# The R Statistical Computing Environment

## The Basics and Beyond

## John Fox

### Department of Sociology, McMaster University

### ICPSR Summer Program, Berkeley California

### June 2016

### Short URL: tinyurl.com/Berkeley-R-course

### Please read the installation instructions for R and R Studio.

The R statistical programming language and computing environment has become the de-facto standard for writing statistical software among statisticians and has made substantial inroads in the social sciences -- it is now possibly the most widely used statistical software in the world. R is a free, open-source implementation of the S language, and is available for Windows, Mac OS X, and Unix/Linux systems.

The basic R system is developed and maintained by the R Core group, comprising 21 members, many of them eminent in the field of statistical computing. The R Project for Statistical Computing is a project of the R Foundation, whose membership includes the R Core group and several other individuals, and is also associated with the Free Software Foundation.
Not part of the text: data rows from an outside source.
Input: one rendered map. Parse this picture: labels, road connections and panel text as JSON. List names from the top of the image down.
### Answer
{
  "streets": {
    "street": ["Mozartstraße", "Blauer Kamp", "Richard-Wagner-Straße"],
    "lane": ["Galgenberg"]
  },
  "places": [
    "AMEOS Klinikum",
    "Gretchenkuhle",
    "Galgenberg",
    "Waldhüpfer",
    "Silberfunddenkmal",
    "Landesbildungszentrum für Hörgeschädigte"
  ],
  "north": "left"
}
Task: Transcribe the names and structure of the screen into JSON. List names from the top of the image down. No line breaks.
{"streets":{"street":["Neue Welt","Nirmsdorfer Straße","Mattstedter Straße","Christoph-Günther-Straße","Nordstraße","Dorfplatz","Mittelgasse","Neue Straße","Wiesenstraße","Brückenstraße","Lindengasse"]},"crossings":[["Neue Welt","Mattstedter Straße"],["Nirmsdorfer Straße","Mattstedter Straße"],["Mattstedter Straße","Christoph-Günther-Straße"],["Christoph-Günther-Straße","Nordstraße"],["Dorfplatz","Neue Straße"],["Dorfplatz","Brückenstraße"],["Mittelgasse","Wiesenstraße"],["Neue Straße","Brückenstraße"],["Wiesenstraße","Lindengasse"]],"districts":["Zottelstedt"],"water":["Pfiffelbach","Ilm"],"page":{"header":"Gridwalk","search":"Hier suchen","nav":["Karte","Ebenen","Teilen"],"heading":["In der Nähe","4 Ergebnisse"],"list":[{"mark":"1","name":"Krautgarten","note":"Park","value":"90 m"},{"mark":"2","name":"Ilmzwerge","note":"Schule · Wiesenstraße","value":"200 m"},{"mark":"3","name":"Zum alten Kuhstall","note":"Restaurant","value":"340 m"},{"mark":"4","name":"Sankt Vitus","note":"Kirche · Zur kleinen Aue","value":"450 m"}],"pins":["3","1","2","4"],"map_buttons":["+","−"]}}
A statistical software package, such as SPSS, is primarily oriented toward combining instructions, possibly entered via a point-and-click interface, with rectangular case-by-variable datasets to produce (often voluminous) output. Such packages make it easy to perform routine data analysis tasks, but they make it relatively difficult to do things that are innovative or nonstandard – or to extend the built-in capabilities of the package.
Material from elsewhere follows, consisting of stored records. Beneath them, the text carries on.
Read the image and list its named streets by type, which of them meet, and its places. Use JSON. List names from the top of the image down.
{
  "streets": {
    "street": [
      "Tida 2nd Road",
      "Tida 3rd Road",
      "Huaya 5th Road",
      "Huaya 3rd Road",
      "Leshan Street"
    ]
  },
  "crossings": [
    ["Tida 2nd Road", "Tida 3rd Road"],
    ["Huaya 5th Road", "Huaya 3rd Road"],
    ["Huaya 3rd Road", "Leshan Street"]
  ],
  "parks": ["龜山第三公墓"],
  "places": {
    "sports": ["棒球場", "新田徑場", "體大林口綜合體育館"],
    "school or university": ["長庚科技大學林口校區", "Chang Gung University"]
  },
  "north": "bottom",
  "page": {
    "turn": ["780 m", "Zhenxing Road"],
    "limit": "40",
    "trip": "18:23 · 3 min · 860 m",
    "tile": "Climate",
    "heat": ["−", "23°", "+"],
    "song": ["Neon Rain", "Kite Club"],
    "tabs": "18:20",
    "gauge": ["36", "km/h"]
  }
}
In contrast, a good statistical computing environment makes routine data analysis easy and also supports convenient programming. R fulfills both of these requirements, and users can readily write programs that add to its already impressive facilities. Thousands of R add-on packages, freely available on the Internet in the Comprehensive R Archive Network (CRAN), and many others in the Bioconductor package archive, extend the capabilities of R to almost every area of statistical data analysis. R is also particularly capable in the area of statistical graphics.

The first two days of this workshop are meant to provide a basic overview of and introduction to R, including to statistical modeling in R – in effect, using R as a statistical package. I will also show you how to use RStudio, a sophisticated front-end or interactive development environment (IDE) for R, which includes support for “literate programming” to create documents that mix R code with explanatory text, encouraging reproducible research.

The material scheduled for day two is flexible, and I encourage participants to contact me with requests for topics to cover. (The topics that I’ve included in the course syllabus for day two – mixed-effects models, survival analysis, structural-equation models – should be read as suggestions.) Some caveats: (1) If you’d like me to cover another specific topic, please contact me sufficiently in advance of the workshop to prepare the necessary materials. (2) I’ll try to select topics that are of broad interest, to more than one participant. (3) I understand that, unlike the remainder of the workshop, not all day-two topics will be of interest to all participants. (4) Of course, I’m limited in what I can competently teach by my knowledge and expertise.

Learning even a bit of R programming, will greatly increase your ability to manage and analyze data using R. The final three days pick up where the basic material leaves off, and are intended to provide the background required to use R seriously for data analysis and presentation, including an introduction to R programming and to the design of custom statistical graphs, unlocking the power in the R statistical programming environment. Participants should bring their laptops to the workshop and should install R and RStudio in advance of the workshop.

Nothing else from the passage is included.